Task inputs:
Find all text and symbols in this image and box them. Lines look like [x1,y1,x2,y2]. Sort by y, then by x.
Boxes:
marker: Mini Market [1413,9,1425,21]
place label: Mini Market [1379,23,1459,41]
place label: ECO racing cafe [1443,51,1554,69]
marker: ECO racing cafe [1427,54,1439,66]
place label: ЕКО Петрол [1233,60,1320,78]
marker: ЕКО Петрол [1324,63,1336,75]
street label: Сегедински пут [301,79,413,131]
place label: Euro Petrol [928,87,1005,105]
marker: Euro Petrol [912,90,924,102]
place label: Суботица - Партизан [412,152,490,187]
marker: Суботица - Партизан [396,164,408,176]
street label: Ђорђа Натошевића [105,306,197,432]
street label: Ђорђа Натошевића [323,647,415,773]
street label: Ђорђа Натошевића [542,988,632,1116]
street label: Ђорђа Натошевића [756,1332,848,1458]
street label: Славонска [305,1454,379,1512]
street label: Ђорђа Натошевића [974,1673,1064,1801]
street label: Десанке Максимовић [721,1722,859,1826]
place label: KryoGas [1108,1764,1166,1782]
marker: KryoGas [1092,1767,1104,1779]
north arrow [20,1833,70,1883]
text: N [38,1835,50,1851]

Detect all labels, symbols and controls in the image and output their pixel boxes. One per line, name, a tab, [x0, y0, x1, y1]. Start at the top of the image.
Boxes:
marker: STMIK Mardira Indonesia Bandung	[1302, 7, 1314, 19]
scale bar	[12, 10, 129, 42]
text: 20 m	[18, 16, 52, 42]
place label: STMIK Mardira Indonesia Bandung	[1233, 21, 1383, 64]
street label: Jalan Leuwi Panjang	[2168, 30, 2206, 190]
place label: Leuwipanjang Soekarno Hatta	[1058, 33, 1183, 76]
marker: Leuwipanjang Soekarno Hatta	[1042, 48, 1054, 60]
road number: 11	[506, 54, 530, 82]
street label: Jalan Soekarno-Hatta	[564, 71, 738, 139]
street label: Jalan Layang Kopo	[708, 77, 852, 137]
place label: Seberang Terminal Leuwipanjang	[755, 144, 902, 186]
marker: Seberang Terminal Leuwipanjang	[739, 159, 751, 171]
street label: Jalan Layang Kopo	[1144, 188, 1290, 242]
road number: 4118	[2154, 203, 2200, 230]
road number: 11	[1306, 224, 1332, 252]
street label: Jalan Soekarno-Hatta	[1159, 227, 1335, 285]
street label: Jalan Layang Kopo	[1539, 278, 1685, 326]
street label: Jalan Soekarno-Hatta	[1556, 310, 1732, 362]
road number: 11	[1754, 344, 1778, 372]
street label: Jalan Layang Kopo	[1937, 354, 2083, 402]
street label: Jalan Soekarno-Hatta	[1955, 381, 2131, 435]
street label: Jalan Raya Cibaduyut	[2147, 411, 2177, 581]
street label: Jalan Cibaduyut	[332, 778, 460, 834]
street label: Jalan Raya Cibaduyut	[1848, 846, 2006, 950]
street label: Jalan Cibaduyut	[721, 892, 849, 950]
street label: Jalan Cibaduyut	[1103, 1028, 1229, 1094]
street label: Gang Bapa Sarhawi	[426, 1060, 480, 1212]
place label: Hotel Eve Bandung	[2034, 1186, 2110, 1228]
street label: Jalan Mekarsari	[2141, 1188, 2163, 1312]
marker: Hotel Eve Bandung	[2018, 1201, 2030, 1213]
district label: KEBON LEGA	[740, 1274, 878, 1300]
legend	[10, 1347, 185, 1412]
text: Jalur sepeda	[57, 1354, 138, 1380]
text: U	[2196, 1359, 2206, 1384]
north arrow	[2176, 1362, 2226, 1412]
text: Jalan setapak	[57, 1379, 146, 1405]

What you should do: Your answer must be every record above, retyped exactly.

Written response:
Find all text and symbols in this image and box them. Lines look like [x1,y1,x2,y2]. Sort by y, then by x.
Boxes:
marker: Mini Market [1413,9,1425,21]
place label: Mini Market [1379,23,1459,41]
place label: ECO racing cafe [1443,51,1554,69]
marker: ECO racing cafe [1427,54,1439,66]
place label: ЕКО Петрол [1233,60,1320,78]
marker: ЕКО Петрол [1324,63,1336,75]
street label: Сегедински пут [301,79,413,131]
place label: Euro Petrol [928,87,1005,105]
marker: Euro Petrol [912,90,924,102]
place label: Суботица - Партизан [412,152,490,187]
marker: Суботица - Партизан [396,164,408,176]
street label: Ђорђа Натошевића [105,306,197,432]
street label: Ђорђа Натошевића [323,647,415,773]
street label: Ђорђа Натошевића [542,988,632,1116]
street label: Ђорђа Натошевића [756,1332,848,1458]
street label: Славонска [305,1454,379,1512]
street label: Ђорђа Натошевића [974,1673,1064,1801]
street label: Десанке Максимовић [721,1722,859,1826]
place label: KryoGas [1108,1764,1166,1782]
marker: KryoGas [1092,1767,1104,1779]
north arrow [20,1833,70,1883]
text: N [38,1835,50,1851]

Detect all labels, symbols and controls in the image and output their pixel boxes. One per line, name, a tab, [x0, y0, x1, y1]. Start at the top of the image.
Boxes:
marker: STMIK Mardira Indonesia Bandung	[1302, 7, 1314, 19]
scale bar	[12, 10, 129, 42]
text: 20 m	[18, 16, 52, 42]
place label: STMIK Mardira Indonesia Bandung	[1233, 21, 1383, 64]
street label: Jalan Leuwi Panjang	[2168, 30, 2206, 190]
place label: Leuwipanjang Soekarno Hatta	[1058, 33, 1183, 76]
marker: Leuwipanjang Soekarno Hatta	[1042, 48, 1054, 60]
road number: 11	[506, 54, 530, 82]
street label: Jalan Soekarno-Hatta	[564, 71, 738, 139]
street label: Jalan Layang Kopo	[708, 77, 852, 137]
place label: Seberang Terminal Leuwipanjang	[755, 144, 902, 186]
marker: Seberang Terminal Leuwipanjang	[739, 159, 751, 171]
street label: Jalan Layang Kopo	[1144, 188, 1290, 242]
road number: 4118	[2154, 203, 2200, 230]
road number: 11	[1306, 224, 1332, 252]
street label: Jalan Soekarno-Hatta	[1159, 227, 1335, 285]
street label: Jalan Layang Kopo	[1539, 278, 1685, 326]
street label: Jalan Soekarno-Hatta	[1556, 310, 1732, 362]
road number: 11	[1754, 344, 1778, 372]
street label: Jalan Layang Kopo	[1937, 354, 2083, 402]
street label: Jalan Soekarno-Hatta	[1955, 381, 2131, 435]
street label: Jalan Raya Cibaduyut	[2147, 411, 2177, 581]
street label: Jalan Cibaduyut	[332, 778, 460, 834]
street label: Jalan Raya Cibaduyut	[1848, 846, 2006, 950]
street label: Jalan Cibaduyut	[721, 892, 849, 950]
street label: Jalan Cibaduyut	[1103, 1028, 1229, 1094]
street label: Gang Bapa Sarhawi	[426, 1060, 480, 1212]
place label: Hotel Eve Bandung	[2034, 1186, 2110, 1228]
street label: Jalan Mekarsari	[2141, 1188, 2163, 1312]
marker: Hotel Eve Bandung	[2018, 1201, 2030, 1213]
district label: KEBON LEGA	[740, 1274, 878, 1300]
legend	[10, 1347, 185, 1412]
text: Jalur sepeda	[57, 1354, 138, 1380]
text: U	[2196, 1359, 2206, 1384]
north arrow	[2176, 1362, 2226, 1412]
text: Jalan setapak	[57, 1379, 146, 1405]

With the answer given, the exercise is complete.